DATA FOR THIS EXERCISE:
***

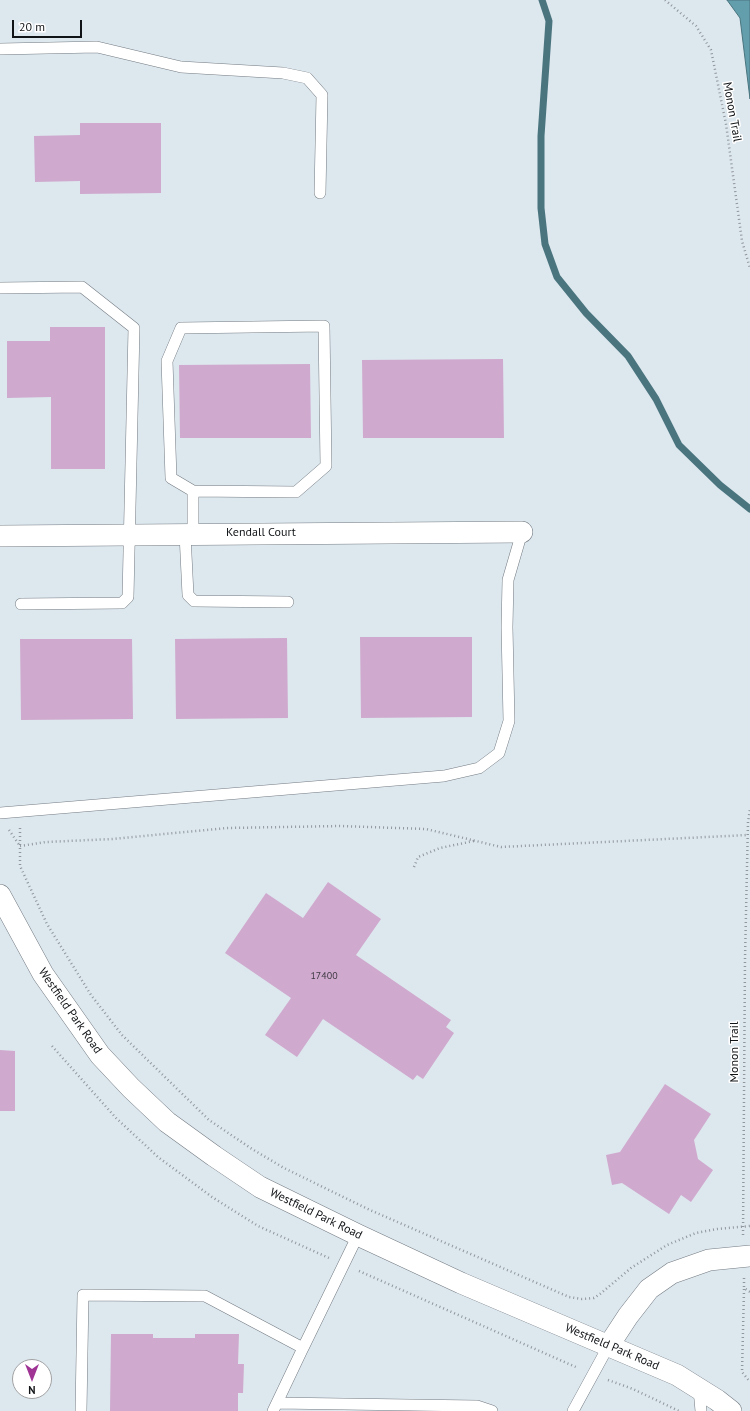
<!DOCTYPE html>
<style>
body{margin:0}
#map{position:relative;width:750px;height:1411px;overflow:hidden;background:#dde7ee;font-family:"PT Sans",sans-serif}
canvas{display:block}
.north{position:absolute;left:12px;top:1359px;width:40px;height:40px;box-sizing:border-box;background:#fff;border:1px solid #a0a1a2;border-radius:50%;rotate:180deg;font-size:11px;font-weight:700;line-height:16px;text-align:center;color:#111417}
.north::after{content:'';display:block;margin:auto;width:14px;height:18px;background:#9f3494;clip-path:polygon(50% 0,100% 100%,50% 72%,0 100%)}
.scale{position:absolute;left:12px;top:20px;width:70px;height:18px;box-sizing:border-box;border:2px solid #111417;border-top:0;padding-left:5px;font-size:12px;line-height:14px;white-space:nowrap;color:#111417;-webkit-text-stroke:3px #fff;paint-order:stroke}
</style>
<div id="map">
<canvas width="750" height="1411"></canvas>
<div class="north">N</div>
<div class="scale">20 m</div>
</div>
<script>
const ctx = document.querySelector('canvas').getContext('2d');
ctx.lineJoin = 'round';
function fill(path, color) { ctx.fillStyle = color; ctx.fill(path, 'evenodd'); }
const toPath = rows => new Path2D(rows.map(r => 'M' + r).join(''));
function strokePath(path, color, width, dash) { ctx.strokeStyle = color; ctx.lineWidth = width; ctx.lineCap = dash ? 'butt' : 'round'; ctx.setLineDash(dash || []); ctx.stroke(path); }
function drawText(font, color, halo, rows, align = 'center') {
  ctx.font = font + ' "PT Sans",sans-serif'; ctx.lineWidth = 3; ctx.setLineDash([]); ctx.textBaseline = 'middle'; ctx.strokeStyle = halo; ctx.fillStyle = color; for (const [text, x, y, turn = 0] of rows) {
    ctx.save(); ctx.translate(x, y); ctx.rotate((+turn || 0) * Math.PI / 180); ctx.textAlign = isNaN(turn) ? turn : align; if (halo) ctx.strokeText(text, 0, 0); ctx.fillText(text, 0, 0); ctx.restore();
  }
}
const water = toPath([
 [727,0,750,0,750,99,740,18,727,0]
]);
fill(water, '#629eac');
strokePath(water, '#4a757f', 1);
strokePath(toPath([
 [542,0,549,21,541,136,541,208,545,244,557,277,586,313,628,356,656,399,679,445,720,485,750,509]
]), '#4a757f', 7);
fill(toPath([
 [80,123,161,123,161,193,80,194,80,181,35,182,34,136,80,135],
 [50,327,105,327,105,469,51,469,51,397,7,398,7,341,50,341],
 [503,359,504,438,363,438,362,360],
 [310,364,311,438,180,438,179,365],
 [360,637,472,637,472,717,361,718],
 [287,638,288,718,176,719,175,639],
 [20,639,132,639,133,719,21,720],
 [328,882,381,919,356,955,451,1020,446,1027,454,1033,423,1079,417,1075,413,1080,323,1019,297,1057,265,1035,291,998,225,953,266,893,303,918],
 [0,1050,15,1051,15,1111,0,1111],
 [665,1084,711,1114,694,1140,698,1159,713,1170,691,1202,681,1195,669,1214,622,1183,612,1185,606,1155,620,1152],
 [111,1334,153,1334,153,1338,195,1338,195,1334,239,1334,238,1364,244,1364,243,1393,238,1393,238,1411,110,1411]
]), '#cfaace');
const service = toPath([
 [0,49,97,47,181,67,283,73,307,78,322,95,320,193],
 [0,288,82,287,134,328,128,597,122,603,21,604],
 [193,491,171,478,167,361,181,328,324,326,326,466,296,492,193,491,193,534],
 [185,534,188,595,194,601,288,602],
 [0,813,444,776,479,768,499,753,509,721,507,627,508,580,522,532],
 [303,1348,358,1235],
 [699,1389,701,1411],
 [277,1403,477,1406,492,1411],
 [81,1411,83,1295,205,1296,303,1348,273,1411],
 [573,1411,609,1345]
]);
const minor = toPath([
 [0,536,522,532],
 [0,895,43,974,100,1055,131,1088,167,1122,214,1156,260,1187,358,1235,461,1283,677,1375,717,1400,731,1411],
 [609,1345,628,1316,649,1289,672,1273,709,1260,750,1256]
]);
strokePath(service, '#737b82', 12);
strokePath(minor, '#737b82', 22);
strokePath(toPath([
 [665,0,696,26,711,50,726,124,742,241,750,268],
 [20,828,20,866,47,924,91,995,122,1035,209,1120,252,1149,284,1168,370,1210,569,1297,582,1299,594,1298,600,1294,631,1268,667,1245,696,1233,717,1229,750,1226],
 [9,830,20,846],
 [20,846,46,842,112,839,227,828,340,826,426,829,501,847,748,835],
 [414,867,418,857,440,848,474,841],
 [52,1046,116,1118,158,1157,212,1197,258,1226,329,1258],
 [743,1235,745,959,748,822,750,809],
 [359,1271,578,1368],
 [744,1278,744,1288,750,1292],
 [744,1289,742,1372,750,1382],
 [608,1380,633,1389,679,1411]
]), '#90979d', 2.5, [1, 3]);
strokePath(service, '#fff', 11);
strokePath(minor, '#fff', 21);
drawText('10px', '#403a45', null, [
 ["17400",324,976]
]);
drawText('12px', '#111417', '#fff', [
 ["Monon Trail",732,112,80],
 ["Kendall Court",261,533],
 ["Westfield Park Road",70,1011,55],
 ["Monon Trail",735,1052,-90],
 ["Westfield Park Road",316,1214,26],
 ["Westfield Park Road",612,1347,23]
]);
</script>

***

DESCRIPTION OF THE TASK:
Throughout the material above, find each line with "solid" and return it.

REPLY:
.north{position:absolute;left:12px;top:1359px;width:40px;height:40px;box-sizing:border-box;background:#fff;border:1px solid #a0a1a2;border-radius:50%;rotate:180deg;font-size:11px;font-weight:700;line-height:16px;text-align:center;color:#111417}
.scale{position:absolute;left:12px;top:20px;width:70px;height:18px;box-sizing:border-box;border:2px solid #111417;border-top:0;padding-left:5px;font-size:12px;line-height:14px;white-space:nowrap;color:#111417;-webkit-text-stroke:3px #fff;paint-order:stroke}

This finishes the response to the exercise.